Interesting. If I have 'a similar to b', 'b similar to c' and 'a not similar to c', then depending on the order in which is done the insertion, I may get at the end a and c in the set (if I do the insertion in order a, b, c) or only b if I firstly insert b and after that a and c. I got your point. However, I think the Comparator won't help me much with this issue, except I would avoid hashCode() overriding. After all, I should probably do some testing on my problem to see if this issue will affect on my solution. Thanks! — giliev, Feb 09 '15 at 12:01

score 2 · Answer 5 · edited Jun 20 '20 at 09:12

As stated by others, your latter implementation of .equals() violates its contract. You simply cannot implement it that way. And if you stop to think it, it makes sense, since your implementation of .equals() is not meant to return true when two objects are actually equal, but when they are similar enough. But similar enough is not the same as equal, neither in Java nor anywhere else.

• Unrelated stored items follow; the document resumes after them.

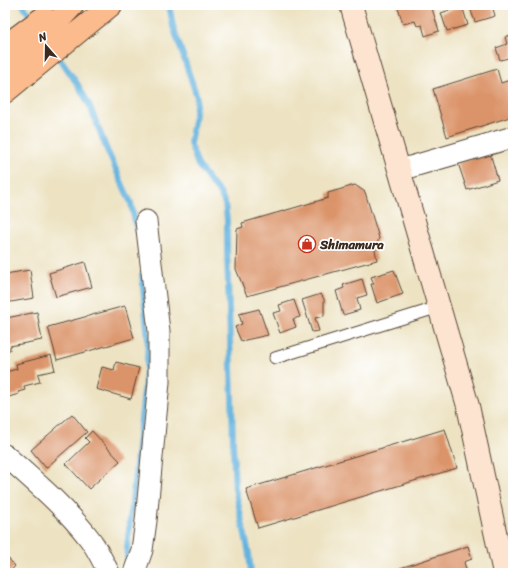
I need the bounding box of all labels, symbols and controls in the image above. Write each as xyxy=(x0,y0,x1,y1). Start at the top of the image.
north arrow xyxy=(26,26,66,66)
text: N xyxy=(35,27,50,48)
place label: Shimamura xyxy=(319,233,384,256)
shop icon: Shimamura xyxy=(297,234,317,254)

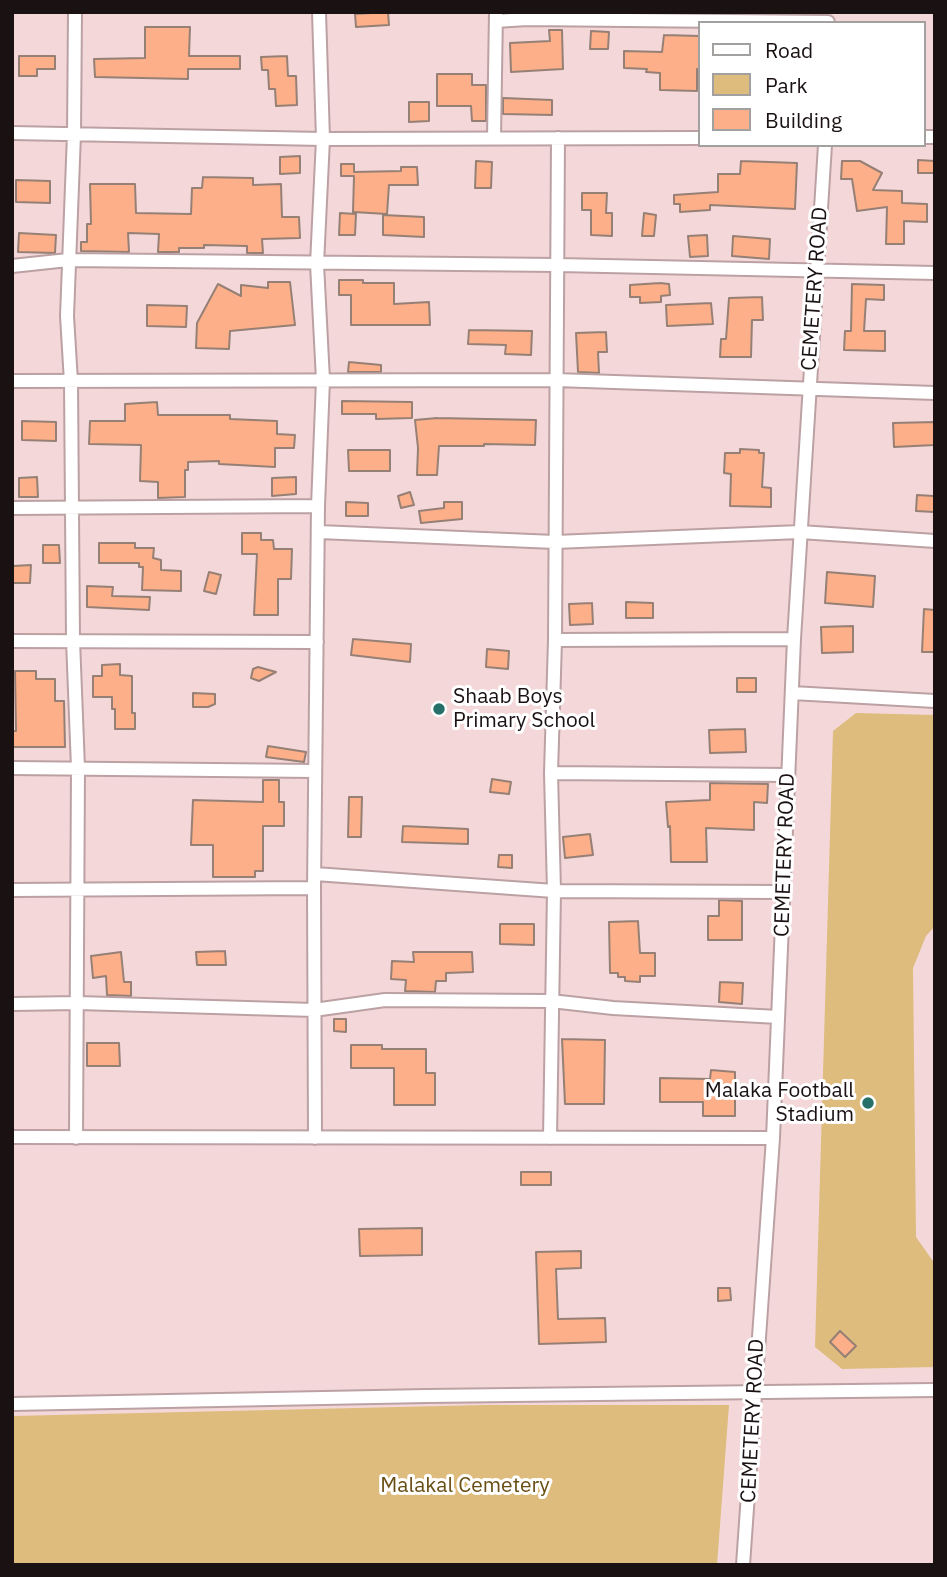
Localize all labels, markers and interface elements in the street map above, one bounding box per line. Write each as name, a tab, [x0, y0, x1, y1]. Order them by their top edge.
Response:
legend	[698, 21, 926, 147]
text: Road	[765, 36, 813, 64]
text: Park	[765, 71, 808, 99]
text: Building	[765, 106, 842, 134]
street label: CEMETERY ROAD	[797, 206, 833, 372]
place label: Shaab Boys Primary School	[453, 684, 595, 734]
marker: Shaab Boys Primary School	[431, 701, 447, 717]
street label: CEMETERY ROAD	[770, 772, 800, 938]
place label: Malaka Football Stadium	[705, 1078, 854, 1128]
marker: Malaka Football Stadium	[860, 1095, 876, 1111]
street label: CEMETERY ROAD	[736, 1338, 770, 1504]
park label: Malakal Cemetery	[380, 1473, 550, 1499]

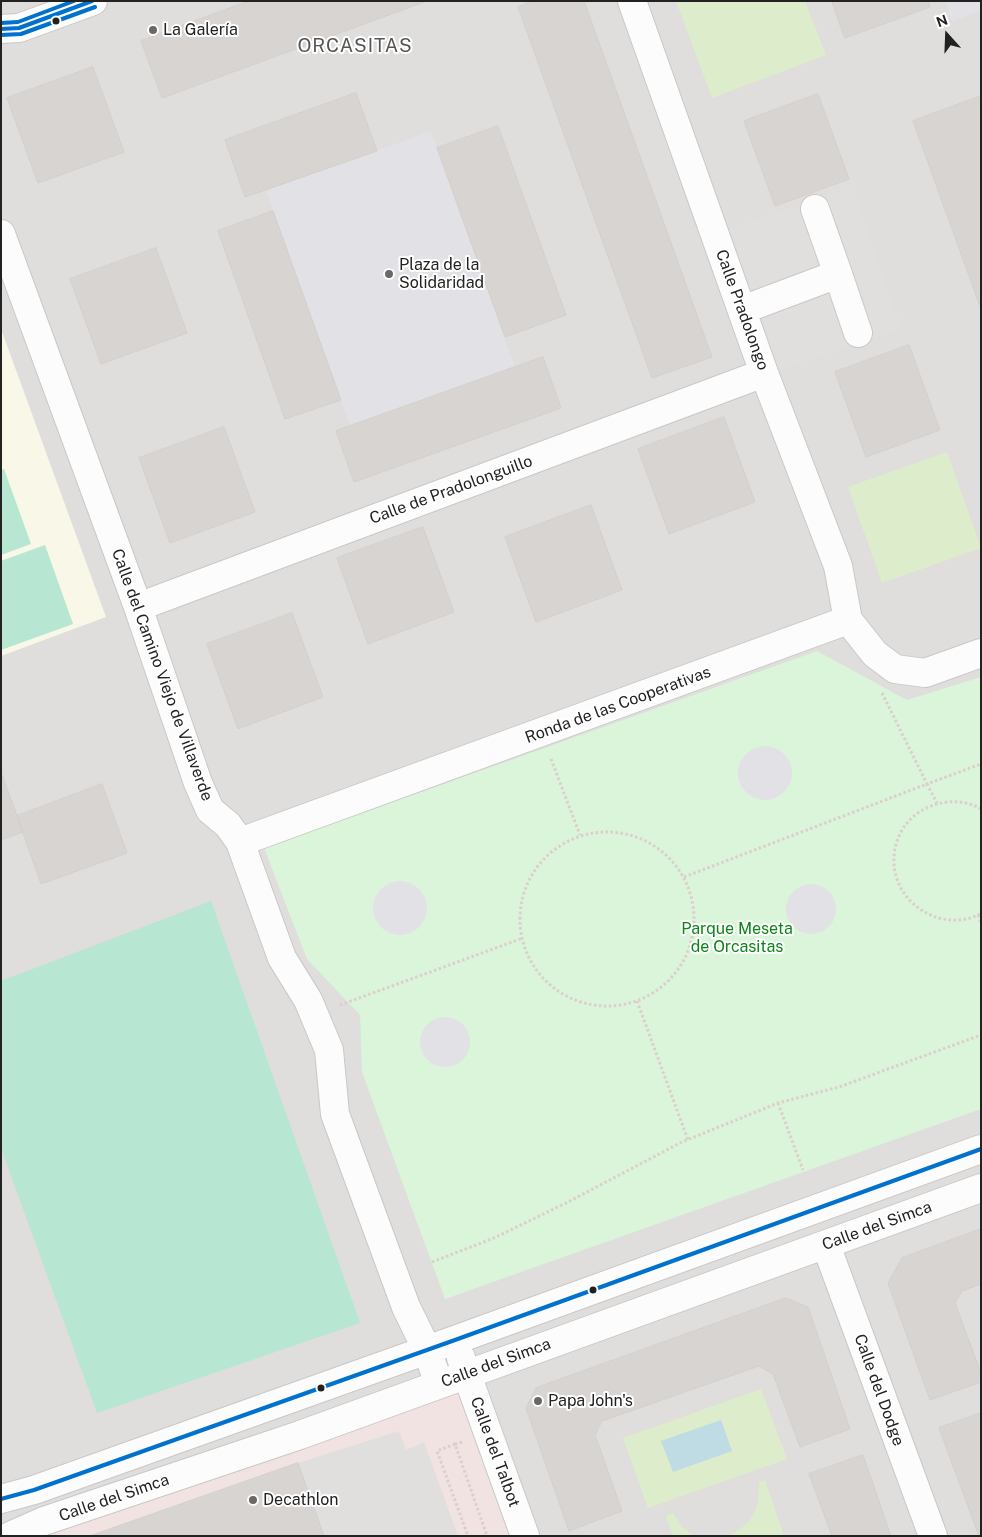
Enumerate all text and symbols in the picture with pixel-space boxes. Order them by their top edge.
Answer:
north arrow [922,10,972,60]
text: N [934,12,950,30]
unlabelled marker [51,16,61,26]
place label: La Galería [163,20,238,40]
marker: La Galería [147,24,159,36]
district label: ORCASITAS [296,35,414,57]
street label: Calle Pradolongo [711,247,773,373]
place label: Plaza de la Solidaridad [399,255,484,293]
marker: Plaza de la Solidaridad [383,268,395,280]
street label: Calle de Pradolonguillo [367,452,535,528]
street label: Calle del Camino Viejo de Villaverde [107,546,217,804]
street label: Ronda de las Cooperativas [523,662,713,748]
park label: Parque Meseta de Orcasitas [681,919,793,957]
street label: Calle del Simca [820,1197,934,1255]
unlabelled marker [588,1285,598,1295]
street label: Calle del Dodge [850,1331,908,1449]
street label: Calle del Simca [439,1334,553,1392]
unlabelled marker [316,1383,326,1393]
place label: Papa John's [548,1391,633,1411]
street label: Calle del Talbot [466,1394,524,1510]
marker: Papa John's [532,1395,544,1407]
street label: Calle del Simca [56,1470,172,1526]
place label: Decathlon [263,1490,338,1510]
marker: Decathlon [247,1494,259,1506]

Check .equals() javadocs and you'll see that any object that implements it must adhere to its contract:

The equals method implements an equivalence relation on non-null object references:

It is reflexive: for any non-null reference value x, x.equals(x) should return true.

It is symmetric: for any non-null reference values x and y, x.equals(y) should return true if and only if y.equals(x) returns true.

It is transitive: for any non-null reference values x, y, and z, if x.equals(y) returns true and y.equals(z) returns true, then x.equals(z) should return true.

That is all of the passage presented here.